Really?! Not being an expert on Warfield, I'd not know, but I suspect that it's not true.


----------



## john_Mark (May 3, 2005)

*Examples*

Below are a couple examples and more criticisms can be found within the link. You can also find more info with a google search.

http://www.bible-researcher.com/letis1.html#majority



> Chapter Eight
> This is another contribution by me treating the first major debate between advocates of the Textus Receptus and those advocating the so-called "earlier" witnesses. This chapter makes clear that in the 16th-17th centuries the doctrine of inspiration was never discussed by the orthodox without the concomitant doctrine of Providential preservation. This chapter further makes clear that this doctrine of Providential preservation was destroyed in the 19th century by B.B. Warfield at Princeton seminary, thus bringing that institution into line with mainline liberal tendencies. Warfield did this by replacing the historic Protestant orthodox doctrine of Providential preservation with the entirely modern doctrine of "Providential restoration." Hence, he took the focus off of a preserved text and sent the Church on a chase for the "historical" text (i.e. the "autographic" text), which he believed had been corrupted by the orthodox believers. This is extraordinarily important to grasp because it signaled the beginning of locating final authority not in a preserved text as the 16th and 17th century orthodox taught, but in a yet to be "restored" text that science would bring to life at some future date. Furthermore, the chapter reveals that a new movement within the world of Biblical studies known as the "canonical approach" has come to see the wisdom of the 16th/17th century divines claiming that it is the final, or "canonical" form of the text that we should see as authoritative for exegesis, not some imaginary and illusory "autographic" form of the text.





http://www.bible-researcher.com/letis1.html#ecclesiastical




> Chapter One:
> Chapter one is the foundation to everything that follows. If the thesis of this essay is not grasped in its fullest detail and implications, the rest of the book will be nearly useless. The premise is a simple one: there was a crisis concerning verbal inspiration that arose in America at the turn of the century. Text criticism was the cause. A theory arose placing all Biblical authority strictly speaking in the autographic form of the text only, rather than in the extant copies. Professor B.B. Warfield at Princeton Seminary formulated this theory in great detail. This became one answer to this problem that was accepted amongst nearly all conservatives at the time. The only problem with Warfield's solution is that: a) it was a direct betrayal of the Westminster Confession of Faith--to which Warfield was bound by a sworn allegiance as a minister and teacher within the Presbyterian Church of his day. The Confession had taught that the extant editions of Scripture were authoritative, not lost autographs; b) by his betrayal he actually opened the door, at what was the bastion of conservative theology in America, to the threat of rationalistic Biblical criticism, which would eventually bring Princeton to adopt Barthianism and other "neo-orthodoxies." Hence, what Warfield did is a paradigm of warning to us not to go down the path he took Princeton and the mainline Presbyterian Church of his day.


----------



## smallbeans (May 3, 2005)

Oh, there's a subculture of people who think that Warfield was wrong about inerrancy being a feature of the autographs of scripture. I've run across those criticisms from time to time.

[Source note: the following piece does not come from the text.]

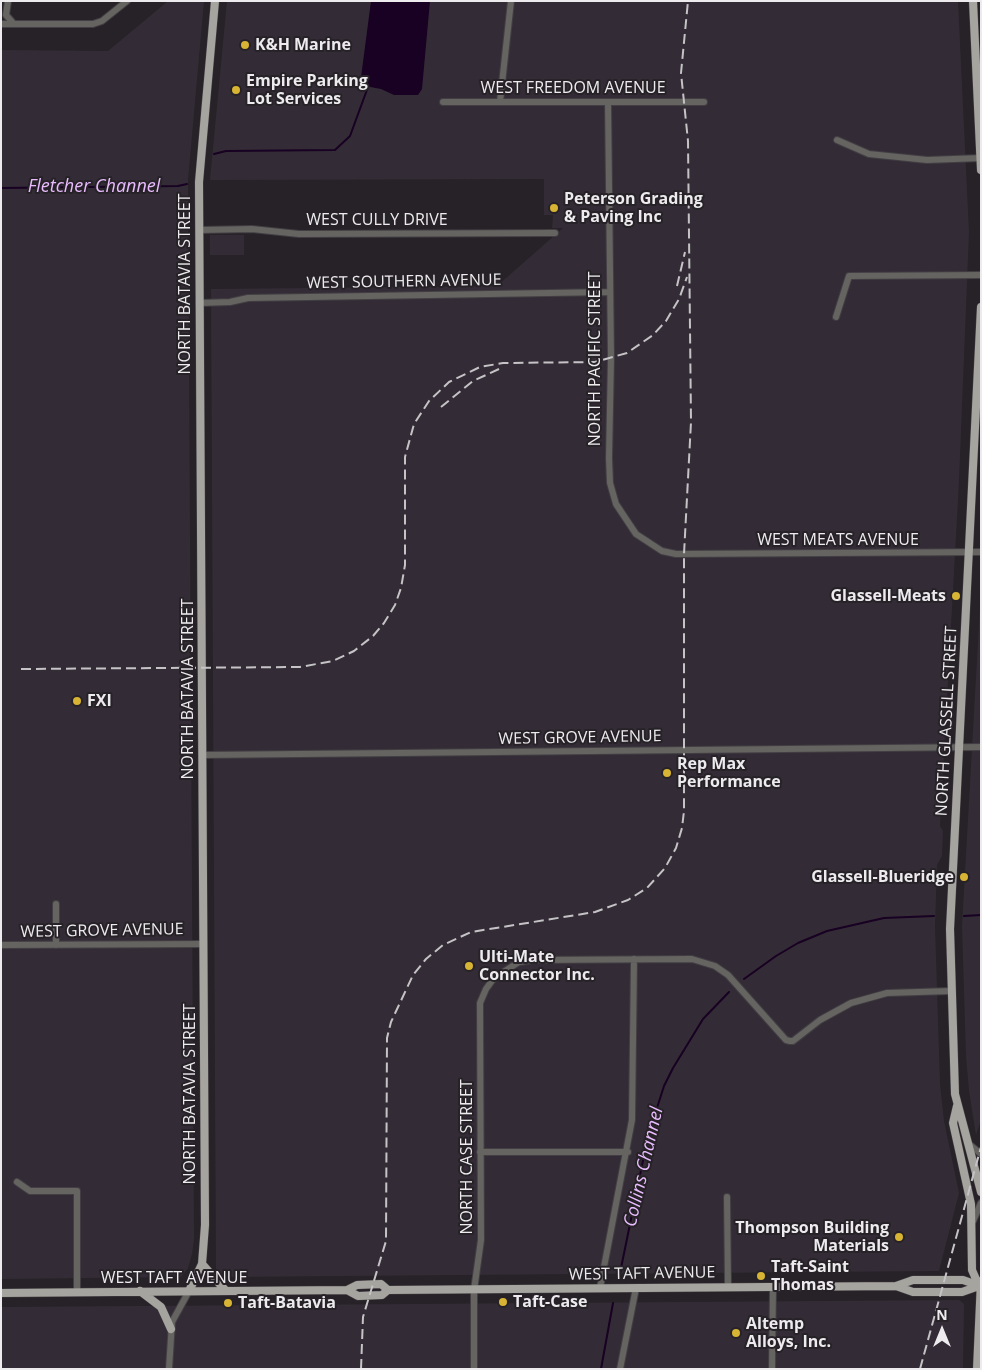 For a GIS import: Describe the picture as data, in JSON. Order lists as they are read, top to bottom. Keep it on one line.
{"streets":{"main road":["NORTH BATAVIA STREET","NORTH GLASSELL STREET","WEST TAFT AVENUE"],"street":["WEST FREEDOM AVENUE","WEST CULLY DRIVE","WEST SOUTHERN AVENUE","NORTH PACIFIC STREET","WEST MEATS AVENUE","WEST GROVE AVENUE","NORTH CASE STREET"]},"crossings":[["WEST FREEDOM AVENUE","NORTH PACIFIC STREET"],["WEST CULLY DRIVE","NORTH BATAVIA STREET"],["WEST SOUTHERN AVENUE","NORTH BATAVIA STREET"],["WEST SOUTHERN AVENUE","NORTH PACIFIC STREET"],["NORTH BATAVIA STREET","WEST GROVE AVENUE"],["NORTH BATAVIA STREET","WEST TAFT AVENUE"],["NORTH PACIFIC STREET","WEST MEATS AVENUE"],["WEST MEATS AVENUE","NORTH GLASSELL STREET"],["NORTH GLASSELL STREET","WEST GROVE AVENUE"],["NORTH GLASSELL STREET","WEST TAFT AVENUE"],["NORTH CASE STREET","WEST TAFT AVENUE"]],"water":["Fletcher Channel","Collins Channel"],"places":["K&H Marine","Empire Parking Lot Services","Peterson Grading & Paving Inc","Glassell-Meats","FXI","Rep Max Performance","Glassell-Blueridge","Ulti-Mate Connector Inc.","Thompson Building Materials","Taft-Saint Thomas","Taft-Case","Taft-Batavia","Altemp Alloys, Inc."],"north":"top"}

The bottom line is that your bull detector should go off whenever someone makes any sweeping claim like that such and such a figure "ruined" such and such an institution. It's never that simple. 

It is also a real minority viewpoint that there is something inferior about the eclectic Greek text.

No one is perfect, and Warfield is a giant, so people are going to enlarge any imperfections they find.


----------



## smallbeans (May 3, 2005)

Sorry, not to say that they think he is wrong about the autographs being inerrant, but that he is wrong in not also extending strict inerrancy further than that.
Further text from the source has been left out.